Quicksort, a Ruby implementation using Test-driven development

leandronsp

Leandro Proença

Posted on April 16, 2021

Quicksort, a Ruby implementation using Test-driven development

Quicksort is a sorting algorithm designed to have a reasonable time complexity.

In average, most implementations of this algorithm are capable of coming to O(n log(n)). It is implemented by many programming languages and platforms, being one of the most important algorithms for sorting.

Image source: Wikipedia

Implementation

Its implementation relies on a divide-and-conquer algorithm, where it works by selecting a "pivot" element from the list, then partitioning the list into two sub-arrays: the elements that are smaller than pivot (smaller ones); and the elements that are larger than pivot (larger ones), which are then sorted recursively.

Understanding the algorithm

Although it's especially important to understand this algorithm, its implementation is not that hard to realize.
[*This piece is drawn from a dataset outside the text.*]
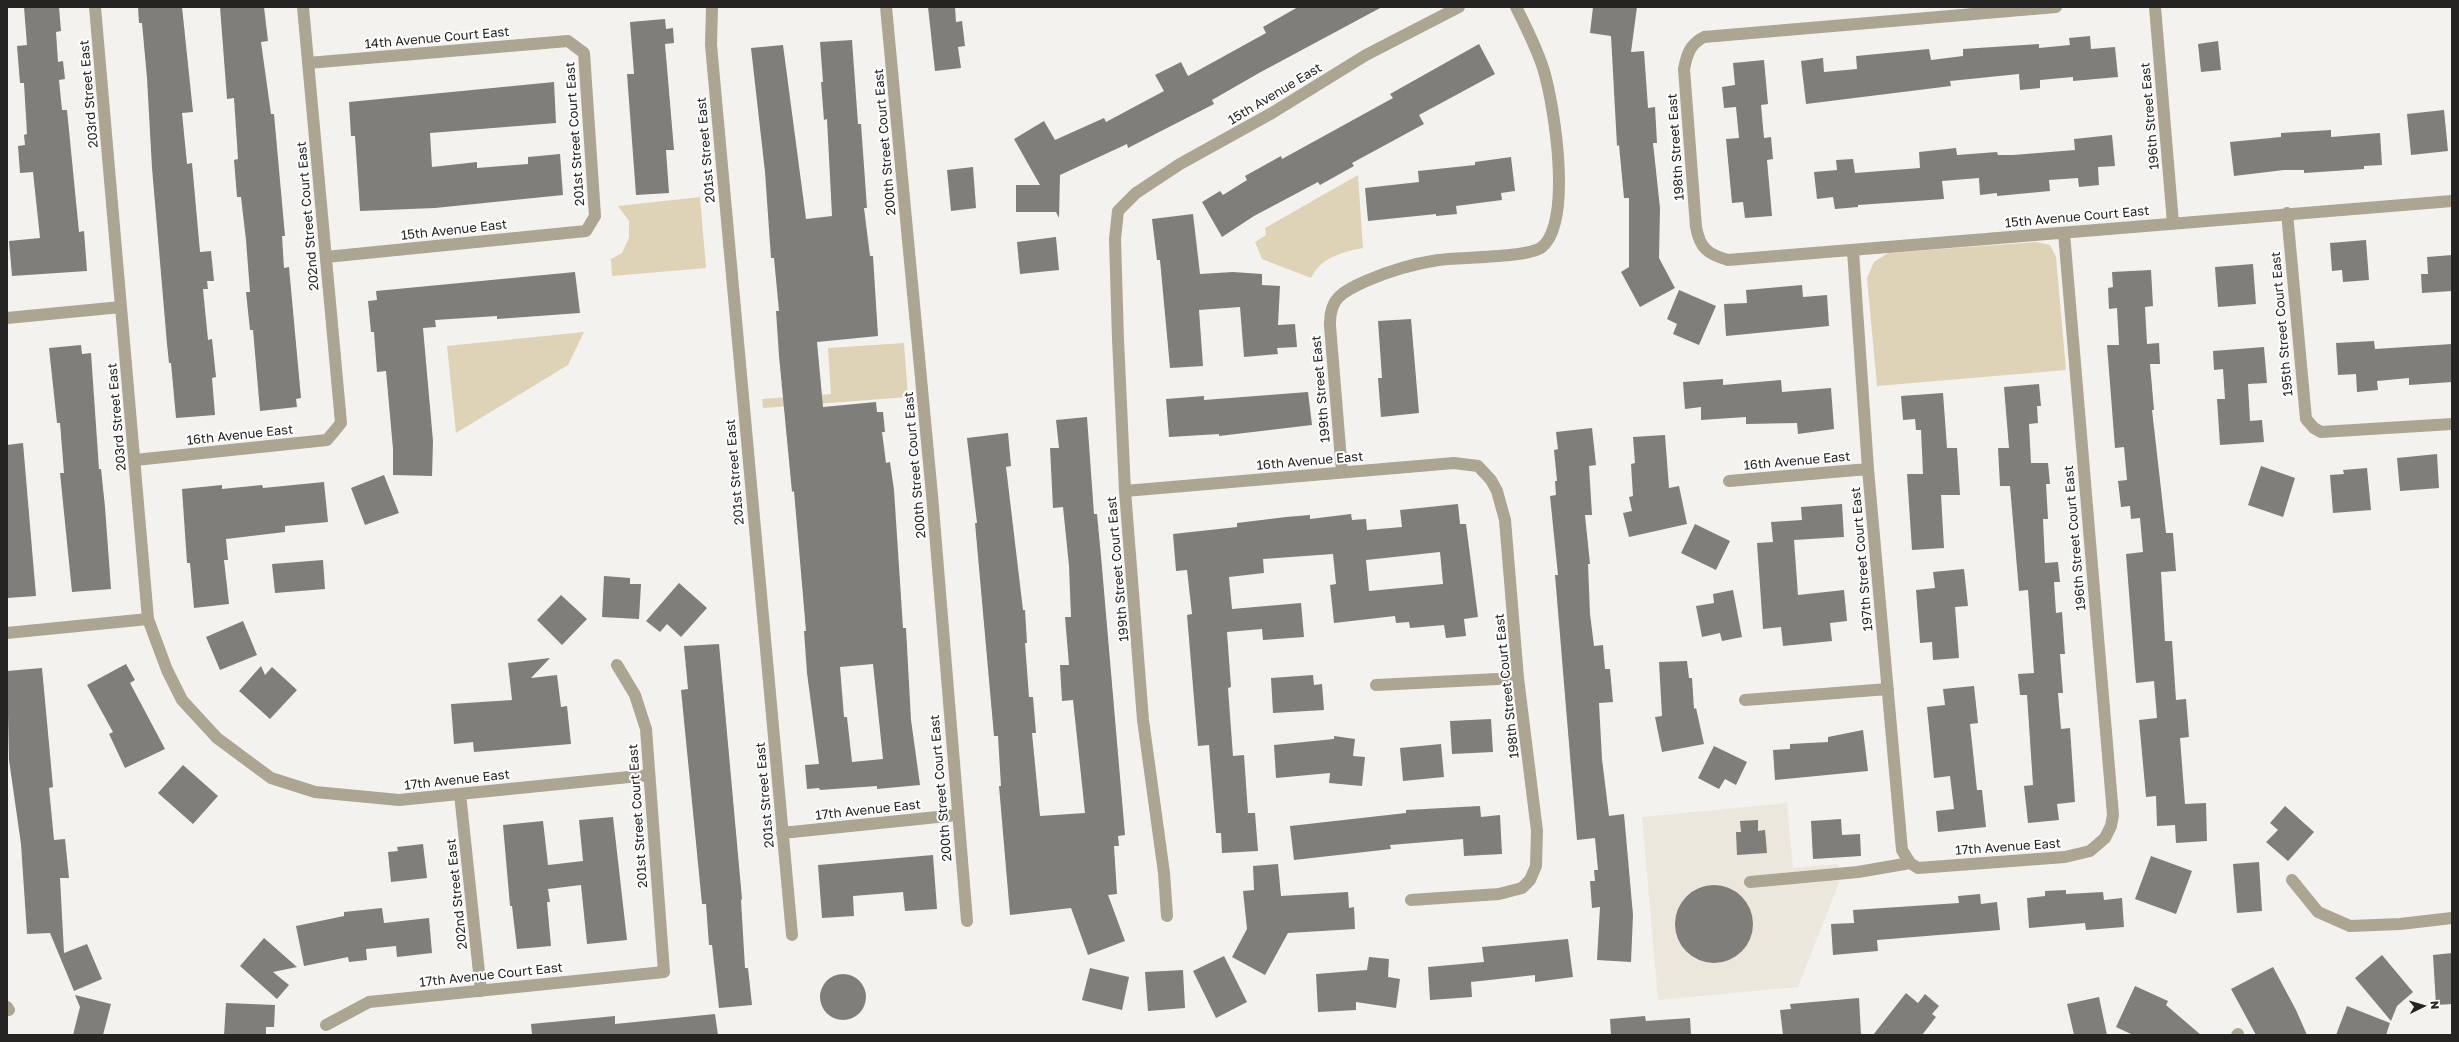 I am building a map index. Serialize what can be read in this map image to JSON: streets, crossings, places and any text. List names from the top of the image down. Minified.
{"streets":{"street":["14th Avenue Court East","203rd Street East","15th Avenue East","196th Street East","201st Street Court East","200th Street Court East","198th Street East","201st Street East","202nd Street Court East","15th Avenue Court East","195th Street Court East","199th Street East","16th Avenue East","196th Street Court East","197th Street Court East","199th Street Court East","198th Street Court East","17th Avenue East","202nd Street East","17th Avenue Court East"]},"crossings":[["14th Avenue Court East","201st Street Court East"],["14th Avenue Court East","202nd Street Court East"],["203rd Street East","16th Avenue East"],["203rd Street East","17th Avenue East"],["15th Avenue East","201st Street Court East"],["15th Avenue East","202nd Street Court East"],["15th Avenue East","199th Street Court East"],["196th Street East","15th Avenue Court East"],["201st Street Court East","17th Avenue East"],["201st Street Court East","17th Avenue Court East"],["200th Street Court East","17th Avenue East"],["198th Street East","15th Avenue Court East"],["201st Street East","17th Avenue East"],["202nd Street Court East","16th Avenue East"],["15th Avenue Court East","195th Street Court East"],["15th Avenue Court East","196th Street Court East"],["15th Avenue Court East","197th Street Court East"],["199th Street East","16th Avenue East"],["16th Avenue East","197th Street Court East"],["16th Avenue East","199th Street Court East"],["16th Avenue East","198th Street Court East"],["196th Street Court East","17th Avenue East"],["197th Street Court East","17th Avenue East"],["17th Avenue East","202nd Street East"],["202nd Street East","17th Avenue Court East"]],"north":"right"}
Observe the following pseudo-code:

list = [3, 1, 2]

# it's arbitrary to choose the pivot, however the choice may 
#  impact on the final time complexity. In this guide, we'll 
#  choose the first element for didactic purposes
pivot = 3
remaining = [1, 2]

smaller, larger = partition(pivot, remaining)

-> repeat the process for the smaller list
-> repeat the process for the larger list
Enter fullscreen mode Exit fullscreen mode

The above code only cares about partitioning the list into (un)sorted smaller and larger elements than pivot. If we repeat the process for each sub-list and place the pivot in the middle, we may end up having the following solution:

sort(smaller) + pivot + sort(larger)
Enter fullscreen mode Exit fullscreen mode

Consider the above explanation just a Quickstart (pun intended) to understand the overall algorithm.
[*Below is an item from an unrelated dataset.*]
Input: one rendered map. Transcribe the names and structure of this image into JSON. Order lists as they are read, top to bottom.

For many, it's not straightforward to understand recursion, which is why this guide will try to dissecate the internals of Quicksort using Test-driven development, a great technique and good practice that I use on my daily-basis, mainly when I'm trying to experiment and understand the unknown.

Baby steps to the rescue

When doing TDD, we are encouraged to work in small cycles, or baby-steps, in order to fullfil the red-green-refactor iteration.

Such technique can help us to understand the Quicksort algorithm. Due to its nature of divide-and-conquer, it's a perfect fit for breaking down the steps through the TDD cycle.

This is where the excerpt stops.